In early Asian trading, the yen hit its weakest level since February, while the Australian dollar held on to part of its recent gains against the greenback.
In recent days, risk-sensitive currencies such as the Australian dollar and the British pound have recorded notable gains, while safe-haven currencies like the yen have weakened, as optimism over the imminent end of the US government shutdown boosted appetite for risk assets.
Markets Price In the End of the US Government Shutdown
Investors expect the US government shutdown to end in the coming days after the Senate on Monday approved a deal to restore funding to federal agencies and halt President Donald Trump’s campaign to shrink the government workforce.
Isabel Matheus e Lago, chief economist at BNP Paribas, said: “Our forecasts suggest the US economy remains resilient and inflation is moderating at a steady pace, which should allow the Federal Reserve to cut interest rates by 25 basis points in December and then proceed more cautiously through 2026.”
She added: “Our reading of the economic landscape shows that we’re still in a phase of low hiring and layoffs, with no clear signs of stress… but let’s see what the upcoming data reveals.”
The agreement to end the shutdown now moves to the House of Representatives, where Speaker Mike Johnson said he hopes to pass it as soon as possible — possibly on Wednesday — before sending it to President Trump for his signature.

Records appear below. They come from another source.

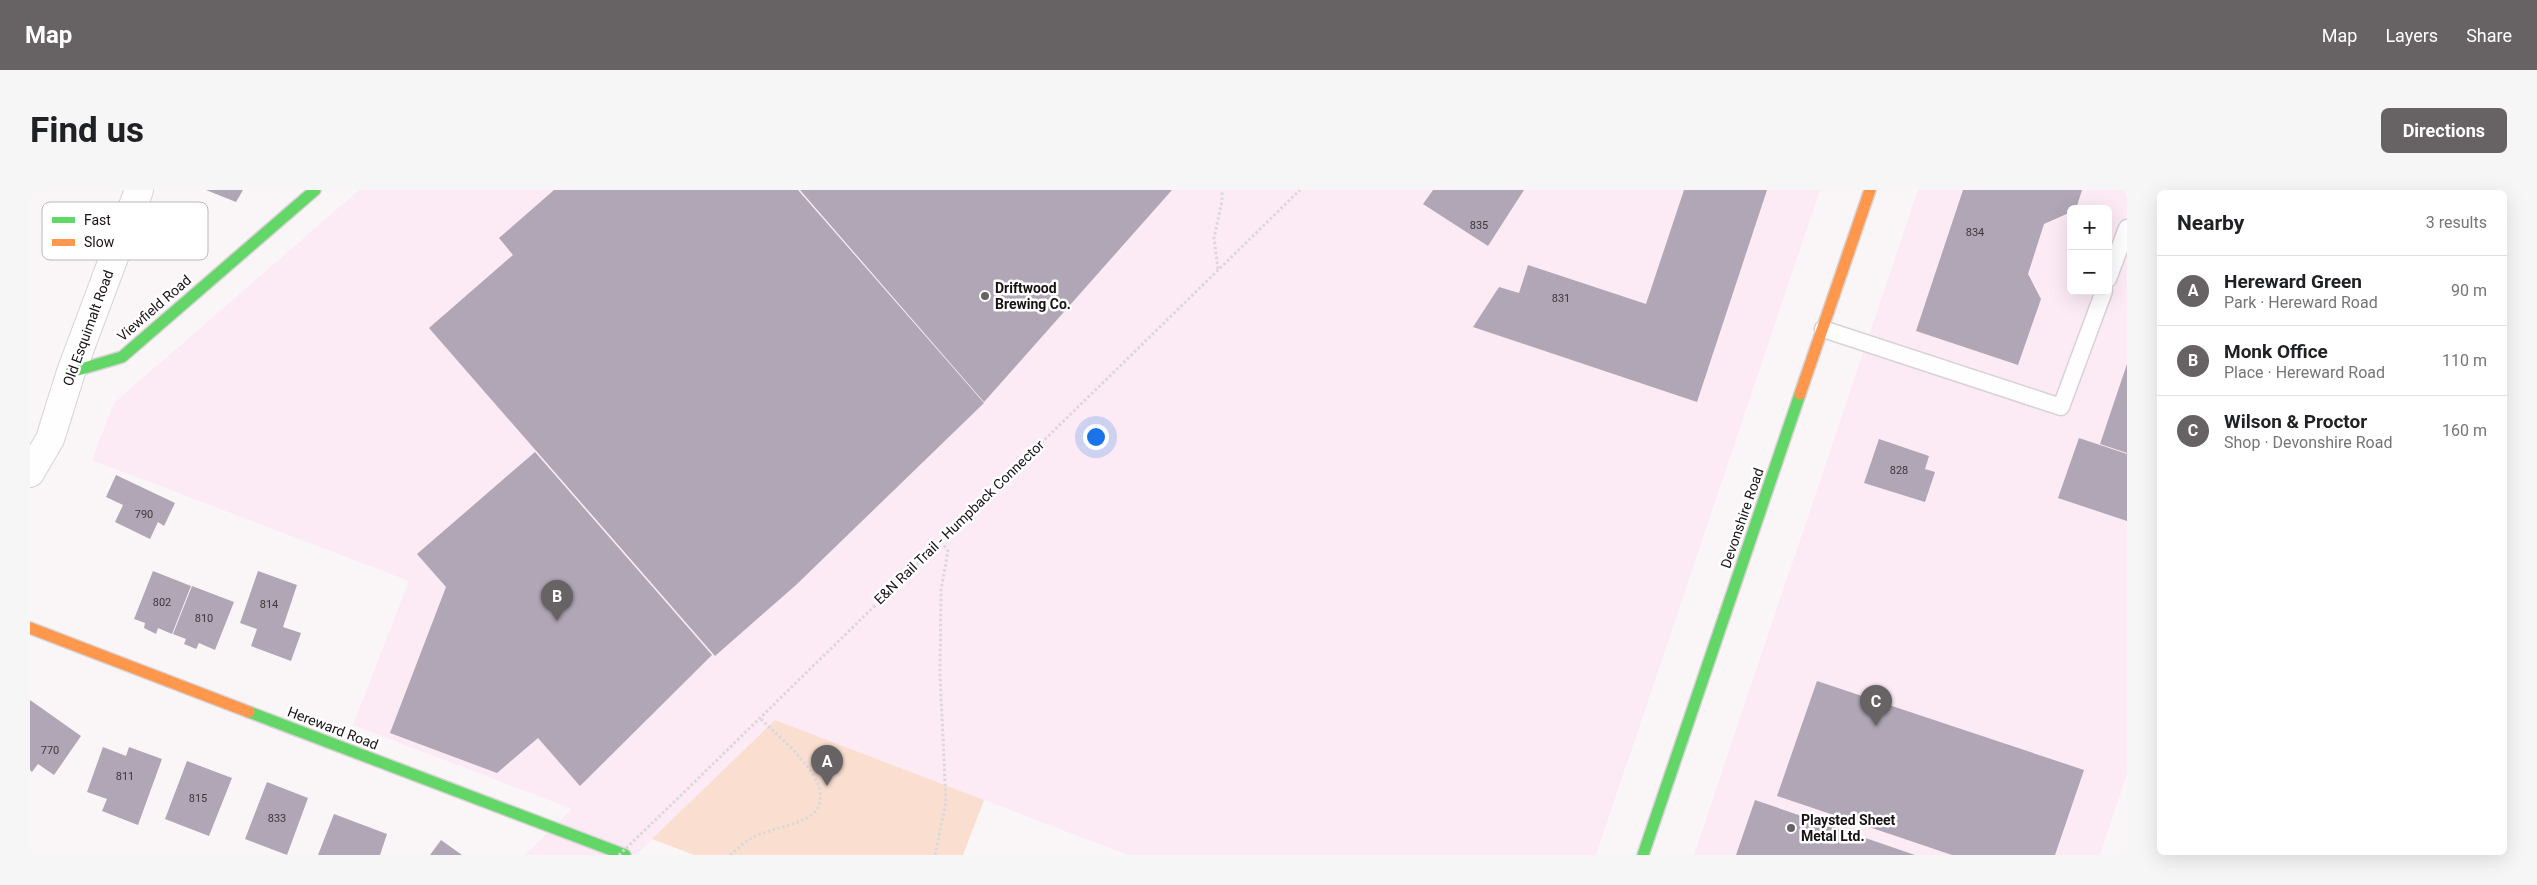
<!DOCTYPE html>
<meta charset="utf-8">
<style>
body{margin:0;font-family:Roboto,sans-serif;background:#f6f6f6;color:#202124}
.controls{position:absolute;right:15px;top:15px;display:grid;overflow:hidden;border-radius:8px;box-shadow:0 5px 20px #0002}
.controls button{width:45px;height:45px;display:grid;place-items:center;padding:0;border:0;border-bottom:1px solid #e0e0e0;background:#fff;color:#202124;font:25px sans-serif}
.you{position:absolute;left:1065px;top:246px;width:18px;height:18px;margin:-12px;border:4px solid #fff;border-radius:50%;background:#1a73e8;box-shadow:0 0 0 8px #1a73e833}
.badge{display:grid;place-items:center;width:32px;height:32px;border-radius:50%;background:#676264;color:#fff;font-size:16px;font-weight:700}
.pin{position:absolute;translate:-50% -41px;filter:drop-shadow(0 1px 2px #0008)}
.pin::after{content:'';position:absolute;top:26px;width:18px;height:15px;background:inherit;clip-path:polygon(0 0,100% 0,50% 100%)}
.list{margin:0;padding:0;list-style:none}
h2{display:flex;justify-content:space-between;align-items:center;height:65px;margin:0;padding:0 20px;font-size:21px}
h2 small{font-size:16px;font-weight:400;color:#757577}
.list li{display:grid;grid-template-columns:32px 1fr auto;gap:15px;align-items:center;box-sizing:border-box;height:70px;padding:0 20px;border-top:1px solid #e0e0e0}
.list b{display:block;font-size:19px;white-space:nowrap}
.list p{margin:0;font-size:16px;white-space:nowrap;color:#757577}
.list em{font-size:16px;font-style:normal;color:#757577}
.map{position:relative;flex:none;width:2097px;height:665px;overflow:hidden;border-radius:8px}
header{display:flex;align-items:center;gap:30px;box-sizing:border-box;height:70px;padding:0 25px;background:#676264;color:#fff}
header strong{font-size:24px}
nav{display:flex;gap:28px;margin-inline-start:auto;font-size:18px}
.intro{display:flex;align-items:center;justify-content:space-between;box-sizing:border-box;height:120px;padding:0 30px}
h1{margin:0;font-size:35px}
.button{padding:12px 22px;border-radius:8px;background:#676264;color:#fff;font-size:18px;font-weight:700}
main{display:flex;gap:30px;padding:0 30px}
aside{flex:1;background:#fff;border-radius:8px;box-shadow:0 5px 20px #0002}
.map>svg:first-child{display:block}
.built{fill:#fceaf4;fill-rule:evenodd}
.green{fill:#faded0}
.building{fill:#b0a6b5}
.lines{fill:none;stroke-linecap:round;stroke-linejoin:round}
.lane-casing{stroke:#d8d2d5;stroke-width:19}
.street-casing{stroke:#d8d2d5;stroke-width:30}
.fast-casing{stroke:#d8d2d5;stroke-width:14}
.slow-casing{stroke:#d8d2d5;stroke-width:14}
.path{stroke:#dad8d9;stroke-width:3;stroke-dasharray:2.5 2.5;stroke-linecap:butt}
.lane{stroke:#fefefe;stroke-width:16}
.street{stroke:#fefefe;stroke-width:28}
.fast{stroke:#63d668;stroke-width:11}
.slow{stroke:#ff974d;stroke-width:11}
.path-bridge{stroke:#dad8d9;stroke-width:3;stroke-dasharray:2.5 2.5;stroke-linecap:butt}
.poi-dot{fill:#676264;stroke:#fff;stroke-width:2}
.labels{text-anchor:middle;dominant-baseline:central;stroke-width:5;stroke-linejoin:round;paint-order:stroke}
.number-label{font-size:11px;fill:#3e373d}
.poi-label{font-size:14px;font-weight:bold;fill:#181215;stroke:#fff;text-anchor:start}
.street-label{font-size:14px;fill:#181215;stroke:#fff}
.key{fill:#fff;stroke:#bab8b9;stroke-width:1}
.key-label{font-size:14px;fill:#181215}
</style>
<header>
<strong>Map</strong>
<nav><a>Map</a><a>Layers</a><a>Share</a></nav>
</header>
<div class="intro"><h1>Find us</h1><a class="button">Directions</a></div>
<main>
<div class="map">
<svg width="2097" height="665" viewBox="0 0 2097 665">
<rect width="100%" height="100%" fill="#faf6f8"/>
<path class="built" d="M329 0H1790L1566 665H1098L745 530 606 665H495L542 619 323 535 379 391 62 270 84 213Z
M1888 0H2097V584L2070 665H1664ZM2041 19H2078V101H2041Z"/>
<path class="green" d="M745 530 954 610 933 665H664L622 649Z"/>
<path class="building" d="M176 0H213L206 12Z
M524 0H768L954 213 766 395 685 466 399 138 483 65 469 48Z
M770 0H1142L954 212Z
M1403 0H1494L1458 56 1393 14Z
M1654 0H1737L1667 212 1443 137 1469 97 1489 103 1498 75 1616 114Z
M1933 0H2052L2046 19H2041V22L2014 34 1998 84 2011 109 1988 175 1886 141Z
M2097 174V263L2070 254Z
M2049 248 2097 264V331L2028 308Z
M1849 249 1899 266 1895 279 1905 282 1895 312 1834 293Z
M505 262 682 465 550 596 508 548 467 583 360 543 416 397 387 364Z
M86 285 145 313 134 336 128 332 120 349 85 332 93 315 76 307Z
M123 381 161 396 142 444 128 438 126 444 114 438 115 433 104 429Z
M228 381 267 395 253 437 271 443 261 471 221 456 227 439 210 433Z
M162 396 204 412 185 460 169 453 166 459 154 454 156 449 143 444Z
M1787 491 2054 580 2025 665H1922L1747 606Z
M0 510 51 546 24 585 8 574 2 582 0 580Z
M73 557 96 566 99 557 132 569 108 635 72 621 77 609 57 602Z
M157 571 202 588 179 646 135 629Z
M237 592 278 608 257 665 215 649Z
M1725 610 1885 665H1706Z
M304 624 357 644 350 665H288Z
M411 650 432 665H400Z"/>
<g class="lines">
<defs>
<path id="lane" d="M2078 89 2097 38
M1793 139 2031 217 2074 101"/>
<path id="street" d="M0 283 20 249 41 182 109 0"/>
<path id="fast" d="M41 182 92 167 285 0
M219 522 595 665
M1613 665 1770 204"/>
<path id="slow" d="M1770 204 1840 0
M0 438 219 522"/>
</defs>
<use href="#lane" class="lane-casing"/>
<use href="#street" class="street-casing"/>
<use href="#fast" class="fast-casing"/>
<use href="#slow" class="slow-casing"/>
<path class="path" d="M1188 79 1184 48 1192 11V0
M643 613 1270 0
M700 665C709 658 717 649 728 645 743 639 760 636 775 629 822 604 750 549 731 529
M905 665 916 612 910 485 911 400 918 361 910 350"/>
<use href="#lane" class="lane"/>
<use href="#street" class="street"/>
<use href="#fast" class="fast"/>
<use href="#slow" class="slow"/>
<path class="path-bridge" d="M589 665 643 613"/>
</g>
<g class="poi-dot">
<circle cx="955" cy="106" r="5"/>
<circle cx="1761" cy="638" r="5"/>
</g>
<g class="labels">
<g class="number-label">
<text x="1449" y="35">835</text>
<text x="1945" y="42">834</text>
<text x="1531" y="108">831</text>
<text x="1869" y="280">828</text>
<text x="114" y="324">790</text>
<text x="132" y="412">802</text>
<text x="239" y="414">814</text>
<text x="174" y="428">810</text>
<text x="20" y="560">770</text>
<text x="95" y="586">811</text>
<text x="168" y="608">815</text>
<text x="247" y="628">833</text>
</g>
<g class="poi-label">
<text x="965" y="98">Driftwood<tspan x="965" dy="16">Brewing Co.</tspan></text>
<text x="1771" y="630">Playsted Sheet<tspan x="1771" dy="16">Metal Ltd.</tspan></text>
</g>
<g class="street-label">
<text transform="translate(124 118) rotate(-41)">Viewfield Road</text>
<text transform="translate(58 138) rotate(-70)">Old Esquimalt Road</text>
<text transform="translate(1712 328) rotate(-71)">Devonshire Road</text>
<text transform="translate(929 332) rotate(-44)">E&amp;N Rail Trail - Humpback Connector</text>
<text transform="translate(303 538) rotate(21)">Hereward Road</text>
</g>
</g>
<rect x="12" y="12" width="166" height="58" rx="8" class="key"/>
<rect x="22" y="27" width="23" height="6" fill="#63d668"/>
<rect x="22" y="49" width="23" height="7" fill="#ff974d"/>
<g class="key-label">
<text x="54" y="35">Fast</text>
<text x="54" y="57">Slow</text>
</g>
</svg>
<div class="controls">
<button>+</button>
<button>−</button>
</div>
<div class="you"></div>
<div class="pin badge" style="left:797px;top:596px">A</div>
<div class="pin badge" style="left:527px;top:431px">B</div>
<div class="pin badge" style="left:1846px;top:536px">C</div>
</div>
<aside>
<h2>Nearby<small>3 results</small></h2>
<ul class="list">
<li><span class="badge">A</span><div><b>Hereward Green</b><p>Park · Hereward Road</p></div><em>90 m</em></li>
<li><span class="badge">B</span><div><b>Monk Office</b><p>Place · Hereward Road</p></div><em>110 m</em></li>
<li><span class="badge">C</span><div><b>Wilson &amp; Proctor</b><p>Shop · Devonshire Road</p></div><em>160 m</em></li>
</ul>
</aside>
</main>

Francesco Pesole, currency strategist at ING, said: “There won’t be a clear market direction in the coming days. The likelihood of the government reopening reduces the growth impact of the shutdown, but the resumption of US data releases carries non-trivial downside risks for the dollar.”
He added: “We believe markets are underestimating the negative risks facing the US labor market and short-term rates — and thus the dollar — through year-end.” The euro was little changed at $1.1555.
Thierry Wizman, global FX and rates strategist at Macquarie Group, said: “The bottom line is that ending the shutdown will help avoid a sharper slowdown in GDP growth and corporate earnings.”
Pound Falls, Yen Under Pressure
The British pound fell 0.40% to $1.3126 after data showed a significant slowdown in the UK labor market during the third quarter.
The dollar rose 0.10% to 154.28 yen after touching 154.495 — its highest level since February.
The yen came under renewed pressure after new Japanese Prime Minister Sanae Takaichi urged policymakers to delay further interest-rate hikes, while US officials have grown more cautious about additional rate cuts.
Meanwhile, the US dollar slipped 0.25% to $0.6520 against the Australian dollar, ending a two-day winning streak.
The Swiss franc, meanwhile, was on track for a fourth consecutive daily gain after President Trump said the US was working with Switzerland on an agreement to reduce the 39% tariff. The franc rose 0.15% to 0.8035.